Transformando a vida de novos talentos
A origem humilde e a consciência do poder de transformação que o taekwondo teve em sua vida sempre alimentou, em Evandro, a vontade de retribuir o que o esporte lhe deu. Assim que foi possível, ele montou um projeto social ‘Taekwondo: inclusão e superação’ para dar chance parecida para jovens e crianças se afastarem dos perigos das ruas e focarem em algo saudável e proveitoso, que poderia fazê-los ver a vida de uma maneira positiva.
“Fizemos os primeiros projetos sociais em 1999. Atendíamos 50 famílias, pedíamos donativos para fazer cestas básicas. Quem frequentava a academia, acompanhava palestras educativas sobre o combate às drogas. Já tive aluno que chegou a ser traficante e, através do taekwondo, hoje é formado em Educação Física e possui faixa preta de taekwondo. O esporte modifica, eu tive muitas dificuldades e hoje eu me sinto na obrigação de fazer algo para a sociedade”, pontua.
O crescimento do projeto foi acompanhado de perto por algumas empresas, que resolveram apoiar e fomentar a iniciativa para seguir dando frutos. Entre os que ajudam a iniciativa, está a CBMM, de Araxá. O trabalho, que atendia 600 crianças (o número chegou a ser de 1.000), foi paralisado em virtude de pandemia, aguardando autorização dos órgãos de saúde para voltar à ativa.

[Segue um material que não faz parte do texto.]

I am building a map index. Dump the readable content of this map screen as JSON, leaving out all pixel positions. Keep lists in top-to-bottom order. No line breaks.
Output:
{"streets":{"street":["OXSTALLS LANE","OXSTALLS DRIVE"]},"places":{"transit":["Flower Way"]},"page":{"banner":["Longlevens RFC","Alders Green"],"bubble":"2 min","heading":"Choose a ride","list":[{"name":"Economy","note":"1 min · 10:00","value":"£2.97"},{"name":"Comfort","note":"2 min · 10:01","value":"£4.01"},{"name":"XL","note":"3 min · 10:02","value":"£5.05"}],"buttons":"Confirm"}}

Entre os beneficiados, estão alunos de seis escolas de Araxá, além de jovens de CRAS (Centro de Referência de Assistência Social). O alto número de interessados faz Evandro ter um critério de seleção, levando em conta o desempenho escolar dos jovens, além da sua disciplina e aptidão para bons resultados, tirando proveito da estrutura que o projeto oferece.
Os alunos do projeto tentam usufruir das oportunidades de conhecer outros lugares e se desenvolver na modalidade, tendo na iniciativa a chance de descobrir um novo mundo.
“Nosso propósito é afastá-los do mundo das drogas e mostrar que, com o esporte, é possível conviver com outras pessoas e mudar a forma de pensar e de agir. É muito bom porque cada vez que você disputa e conhece outra cidade ou outro país, dá mais vontade de conhecer o mundo”, reflete o professor, faixa preta e formado e pós-graduado em Educação Física.
Ao todo, seis pessoas trabalham no projeto, contando com fisioterapeuta, psicopedagoga e um responsável pela prestação de contas do projeto.
“A gente não aplica somente a técnica de luta, mas também os fundamentos do taekwondo, como cortesia, integridade, perseverança, autocontrole e espírito indomável. Fico feliz que os alunos valorizam a oportunidade que estão recebendo. A única tristeza é vermos histórias pesadas, de famílias que mexem com tráfico, meninos que já foram aliciados, isso nos entristece muito”, lamenta.